» TASK TO CARRY OUT: All lines of the entries with "solid" in them must be listed.
____ EXCERPTED RECORDS
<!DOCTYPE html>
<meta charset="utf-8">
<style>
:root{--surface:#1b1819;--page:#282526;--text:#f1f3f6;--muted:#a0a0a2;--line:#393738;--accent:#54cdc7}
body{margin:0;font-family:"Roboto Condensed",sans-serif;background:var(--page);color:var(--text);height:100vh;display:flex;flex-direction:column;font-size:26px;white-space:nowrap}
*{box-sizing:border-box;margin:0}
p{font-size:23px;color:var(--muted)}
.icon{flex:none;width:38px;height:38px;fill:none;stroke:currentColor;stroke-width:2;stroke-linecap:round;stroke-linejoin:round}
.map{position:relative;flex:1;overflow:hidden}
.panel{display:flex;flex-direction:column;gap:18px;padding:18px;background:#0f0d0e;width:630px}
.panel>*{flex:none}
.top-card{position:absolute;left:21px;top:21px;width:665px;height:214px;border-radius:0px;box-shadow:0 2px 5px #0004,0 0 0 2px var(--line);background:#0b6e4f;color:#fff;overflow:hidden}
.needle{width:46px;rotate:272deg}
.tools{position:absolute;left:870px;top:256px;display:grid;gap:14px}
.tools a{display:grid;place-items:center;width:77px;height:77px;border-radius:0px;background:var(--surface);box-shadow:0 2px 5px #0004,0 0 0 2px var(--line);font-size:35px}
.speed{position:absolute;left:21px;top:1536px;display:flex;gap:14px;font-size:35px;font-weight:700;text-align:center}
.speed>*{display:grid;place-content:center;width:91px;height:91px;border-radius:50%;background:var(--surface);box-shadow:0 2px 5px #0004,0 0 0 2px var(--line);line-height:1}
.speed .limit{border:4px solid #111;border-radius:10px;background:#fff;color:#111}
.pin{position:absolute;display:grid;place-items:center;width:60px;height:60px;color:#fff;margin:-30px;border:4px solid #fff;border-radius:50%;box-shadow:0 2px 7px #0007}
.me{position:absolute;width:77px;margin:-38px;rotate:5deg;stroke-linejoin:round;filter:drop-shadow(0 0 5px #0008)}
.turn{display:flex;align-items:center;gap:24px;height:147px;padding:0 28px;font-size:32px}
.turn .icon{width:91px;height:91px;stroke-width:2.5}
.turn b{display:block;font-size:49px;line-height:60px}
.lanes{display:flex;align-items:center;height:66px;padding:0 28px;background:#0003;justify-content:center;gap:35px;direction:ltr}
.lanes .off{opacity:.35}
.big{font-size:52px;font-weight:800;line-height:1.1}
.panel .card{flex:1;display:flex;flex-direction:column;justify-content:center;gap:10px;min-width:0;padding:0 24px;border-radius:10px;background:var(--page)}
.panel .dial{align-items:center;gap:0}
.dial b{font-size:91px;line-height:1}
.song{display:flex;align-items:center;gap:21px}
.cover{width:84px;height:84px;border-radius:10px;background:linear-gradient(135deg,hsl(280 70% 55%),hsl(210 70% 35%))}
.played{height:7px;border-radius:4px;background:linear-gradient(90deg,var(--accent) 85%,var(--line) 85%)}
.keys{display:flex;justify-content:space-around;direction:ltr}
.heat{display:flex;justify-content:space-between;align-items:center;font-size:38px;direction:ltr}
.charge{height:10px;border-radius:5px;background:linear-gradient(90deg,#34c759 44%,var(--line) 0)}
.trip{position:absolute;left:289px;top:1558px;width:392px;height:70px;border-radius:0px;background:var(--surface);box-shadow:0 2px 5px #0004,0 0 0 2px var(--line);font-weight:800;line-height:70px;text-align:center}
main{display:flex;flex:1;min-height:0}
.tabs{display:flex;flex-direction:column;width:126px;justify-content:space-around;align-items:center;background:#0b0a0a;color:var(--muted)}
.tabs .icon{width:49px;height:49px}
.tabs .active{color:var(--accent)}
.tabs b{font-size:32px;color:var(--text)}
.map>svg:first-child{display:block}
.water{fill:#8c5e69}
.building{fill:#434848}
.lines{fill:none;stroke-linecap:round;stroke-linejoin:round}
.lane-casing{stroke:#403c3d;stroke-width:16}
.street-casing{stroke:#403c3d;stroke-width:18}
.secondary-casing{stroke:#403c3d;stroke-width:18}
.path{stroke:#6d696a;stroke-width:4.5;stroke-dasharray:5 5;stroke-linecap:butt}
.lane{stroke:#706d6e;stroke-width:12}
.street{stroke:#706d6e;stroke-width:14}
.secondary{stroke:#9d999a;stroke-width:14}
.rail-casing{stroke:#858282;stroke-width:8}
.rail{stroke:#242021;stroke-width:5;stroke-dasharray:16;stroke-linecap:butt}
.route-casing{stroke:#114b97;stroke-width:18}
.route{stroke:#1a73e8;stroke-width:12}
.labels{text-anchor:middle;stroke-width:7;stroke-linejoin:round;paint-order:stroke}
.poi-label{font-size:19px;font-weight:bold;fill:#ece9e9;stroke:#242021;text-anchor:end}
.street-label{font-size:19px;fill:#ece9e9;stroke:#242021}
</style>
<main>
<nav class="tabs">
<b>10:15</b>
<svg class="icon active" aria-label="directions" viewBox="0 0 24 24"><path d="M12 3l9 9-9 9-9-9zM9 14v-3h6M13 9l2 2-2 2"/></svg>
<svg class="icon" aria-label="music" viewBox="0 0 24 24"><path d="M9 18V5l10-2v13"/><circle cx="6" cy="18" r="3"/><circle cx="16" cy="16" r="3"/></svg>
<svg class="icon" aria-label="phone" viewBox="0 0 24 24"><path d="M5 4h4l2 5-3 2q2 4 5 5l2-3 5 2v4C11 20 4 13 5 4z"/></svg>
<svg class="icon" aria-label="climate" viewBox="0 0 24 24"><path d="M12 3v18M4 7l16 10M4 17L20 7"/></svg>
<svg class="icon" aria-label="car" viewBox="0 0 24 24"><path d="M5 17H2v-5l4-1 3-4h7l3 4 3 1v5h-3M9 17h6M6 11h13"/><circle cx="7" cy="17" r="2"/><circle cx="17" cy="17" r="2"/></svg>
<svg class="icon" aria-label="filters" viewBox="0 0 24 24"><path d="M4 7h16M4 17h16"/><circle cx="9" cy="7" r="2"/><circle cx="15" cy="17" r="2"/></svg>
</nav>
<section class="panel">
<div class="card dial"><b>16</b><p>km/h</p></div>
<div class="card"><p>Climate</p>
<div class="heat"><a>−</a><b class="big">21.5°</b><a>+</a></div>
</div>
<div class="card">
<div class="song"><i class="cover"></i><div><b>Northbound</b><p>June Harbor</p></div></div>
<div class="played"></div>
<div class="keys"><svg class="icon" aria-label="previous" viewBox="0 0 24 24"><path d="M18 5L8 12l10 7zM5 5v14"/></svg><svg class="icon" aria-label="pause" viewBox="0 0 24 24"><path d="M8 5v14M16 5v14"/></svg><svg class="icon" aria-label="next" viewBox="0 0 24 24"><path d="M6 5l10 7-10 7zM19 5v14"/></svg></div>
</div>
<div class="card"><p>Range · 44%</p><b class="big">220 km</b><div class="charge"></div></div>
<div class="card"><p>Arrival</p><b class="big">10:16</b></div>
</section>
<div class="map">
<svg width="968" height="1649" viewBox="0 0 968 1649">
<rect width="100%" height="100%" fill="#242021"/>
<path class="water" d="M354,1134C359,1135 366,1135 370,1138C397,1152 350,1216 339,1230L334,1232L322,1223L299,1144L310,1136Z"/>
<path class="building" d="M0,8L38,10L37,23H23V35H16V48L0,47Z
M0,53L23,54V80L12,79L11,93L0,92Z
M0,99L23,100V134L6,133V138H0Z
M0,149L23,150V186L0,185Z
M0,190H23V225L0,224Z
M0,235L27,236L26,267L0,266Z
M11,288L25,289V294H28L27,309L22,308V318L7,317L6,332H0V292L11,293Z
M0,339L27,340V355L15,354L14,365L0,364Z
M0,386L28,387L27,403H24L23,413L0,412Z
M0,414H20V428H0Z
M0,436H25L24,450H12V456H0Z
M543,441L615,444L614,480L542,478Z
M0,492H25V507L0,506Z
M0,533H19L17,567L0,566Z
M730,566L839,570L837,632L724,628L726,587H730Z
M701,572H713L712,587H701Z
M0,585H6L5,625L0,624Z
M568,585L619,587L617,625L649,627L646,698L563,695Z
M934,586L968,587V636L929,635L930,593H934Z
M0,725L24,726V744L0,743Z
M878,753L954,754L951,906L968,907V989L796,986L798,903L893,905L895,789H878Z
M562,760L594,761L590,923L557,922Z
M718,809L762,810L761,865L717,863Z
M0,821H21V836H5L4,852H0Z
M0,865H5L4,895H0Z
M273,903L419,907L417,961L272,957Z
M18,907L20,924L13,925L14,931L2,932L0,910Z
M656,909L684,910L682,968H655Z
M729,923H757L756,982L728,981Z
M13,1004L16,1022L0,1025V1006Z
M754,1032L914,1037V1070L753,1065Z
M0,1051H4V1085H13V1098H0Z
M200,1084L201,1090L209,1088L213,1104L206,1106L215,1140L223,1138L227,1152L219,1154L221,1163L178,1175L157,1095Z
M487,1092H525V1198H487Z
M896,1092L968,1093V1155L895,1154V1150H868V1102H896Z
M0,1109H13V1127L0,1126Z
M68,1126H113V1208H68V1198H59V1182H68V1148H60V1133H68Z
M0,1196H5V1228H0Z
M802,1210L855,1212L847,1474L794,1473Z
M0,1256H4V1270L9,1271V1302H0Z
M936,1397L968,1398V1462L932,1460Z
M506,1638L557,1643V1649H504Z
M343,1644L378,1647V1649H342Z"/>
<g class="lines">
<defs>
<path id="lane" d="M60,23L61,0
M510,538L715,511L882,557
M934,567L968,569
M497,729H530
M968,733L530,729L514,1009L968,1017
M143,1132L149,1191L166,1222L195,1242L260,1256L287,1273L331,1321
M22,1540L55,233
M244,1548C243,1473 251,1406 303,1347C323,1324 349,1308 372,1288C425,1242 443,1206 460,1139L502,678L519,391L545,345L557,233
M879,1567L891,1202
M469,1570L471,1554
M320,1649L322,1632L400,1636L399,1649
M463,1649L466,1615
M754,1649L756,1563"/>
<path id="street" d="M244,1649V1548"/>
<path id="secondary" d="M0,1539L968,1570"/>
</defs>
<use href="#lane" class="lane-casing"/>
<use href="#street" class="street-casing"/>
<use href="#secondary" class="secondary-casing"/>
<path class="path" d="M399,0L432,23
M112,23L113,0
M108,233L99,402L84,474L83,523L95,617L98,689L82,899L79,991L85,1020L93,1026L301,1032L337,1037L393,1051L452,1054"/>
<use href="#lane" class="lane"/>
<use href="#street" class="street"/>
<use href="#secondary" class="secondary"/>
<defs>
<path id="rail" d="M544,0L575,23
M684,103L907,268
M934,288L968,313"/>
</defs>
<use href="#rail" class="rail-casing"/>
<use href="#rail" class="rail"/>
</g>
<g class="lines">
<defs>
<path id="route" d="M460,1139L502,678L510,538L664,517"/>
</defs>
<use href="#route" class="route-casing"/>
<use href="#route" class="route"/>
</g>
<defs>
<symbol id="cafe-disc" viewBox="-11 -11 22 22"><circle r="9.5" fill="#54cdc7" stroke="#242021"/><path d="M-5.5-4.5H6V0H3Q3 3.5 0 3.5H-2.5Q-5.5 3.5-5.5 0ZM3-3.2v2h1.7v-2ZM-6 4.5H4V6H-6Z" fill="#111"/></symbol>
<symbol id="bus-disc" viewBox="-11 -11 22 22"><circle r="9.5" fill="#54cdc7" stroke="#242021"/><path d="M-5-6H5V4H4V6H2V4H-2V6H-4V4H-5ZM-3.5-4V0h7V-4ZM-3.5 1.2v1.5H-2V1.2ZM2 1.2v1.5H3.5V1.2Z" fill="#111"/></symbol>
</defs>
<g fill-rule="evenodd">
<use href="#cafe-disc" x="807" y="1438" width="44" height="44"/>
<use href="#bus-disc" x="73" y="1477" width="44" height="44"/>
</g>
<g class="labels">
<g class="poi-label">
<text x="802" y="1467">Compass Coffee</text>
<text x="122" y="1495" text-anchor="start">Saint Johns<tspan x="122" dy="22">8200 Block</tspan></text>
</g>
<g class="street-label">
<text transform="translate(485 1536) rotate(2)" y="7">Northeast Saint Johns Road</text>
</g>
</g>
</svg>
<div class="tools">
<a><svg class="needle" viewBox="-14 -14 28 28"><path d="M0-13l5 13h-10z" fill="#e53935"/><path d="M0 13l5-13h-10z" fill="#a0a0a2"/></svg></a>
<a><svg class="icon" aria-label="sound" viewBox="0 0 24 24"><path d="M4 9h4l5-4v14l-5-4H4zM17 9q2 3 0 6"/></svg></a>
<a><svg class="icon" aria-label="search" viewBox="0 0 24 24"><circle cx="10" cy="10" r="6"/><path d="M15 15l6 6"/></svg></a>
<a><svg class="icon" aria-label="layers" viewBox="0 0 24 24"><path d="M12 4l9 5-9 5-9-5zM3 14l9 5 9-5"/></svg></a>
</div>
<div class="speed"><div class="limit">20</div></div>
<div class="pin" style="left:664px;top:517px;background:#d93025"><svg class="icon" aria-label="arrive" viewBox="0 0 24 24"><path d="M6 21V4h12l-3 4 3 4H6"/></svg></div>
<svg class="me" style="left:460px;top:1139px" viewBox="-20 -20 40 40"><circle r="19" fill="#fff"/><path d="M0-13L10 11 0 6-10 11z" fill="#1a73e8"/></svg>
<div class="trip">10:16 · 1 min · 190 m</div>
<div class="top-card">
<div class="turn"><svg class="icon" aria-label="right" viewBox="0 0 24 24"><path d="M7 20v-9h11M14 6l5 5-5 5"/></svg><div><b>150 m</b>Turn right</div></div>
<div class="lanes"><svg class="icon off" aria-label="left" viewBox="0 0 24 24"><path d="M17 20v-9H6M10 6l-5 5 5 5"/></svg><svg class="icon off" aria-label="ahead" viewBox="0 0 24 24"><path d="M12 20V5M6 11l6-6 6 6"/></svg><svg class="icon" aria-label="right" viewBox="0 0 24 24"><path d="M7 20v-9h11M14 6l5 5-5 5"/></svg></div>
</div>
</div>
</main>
________
» REPLY TO THE TASK:
.speed .limit{border:4px solid #111;border-radius:10px;background:#fff;color:#111}
.pin{position:absolute;display:grid;place-items:center;width:60px;height:60px;color:#fff;margin:-30px;border:4px solid #fff;border-radius:50%;box-shadow:0 2px 7px #0007}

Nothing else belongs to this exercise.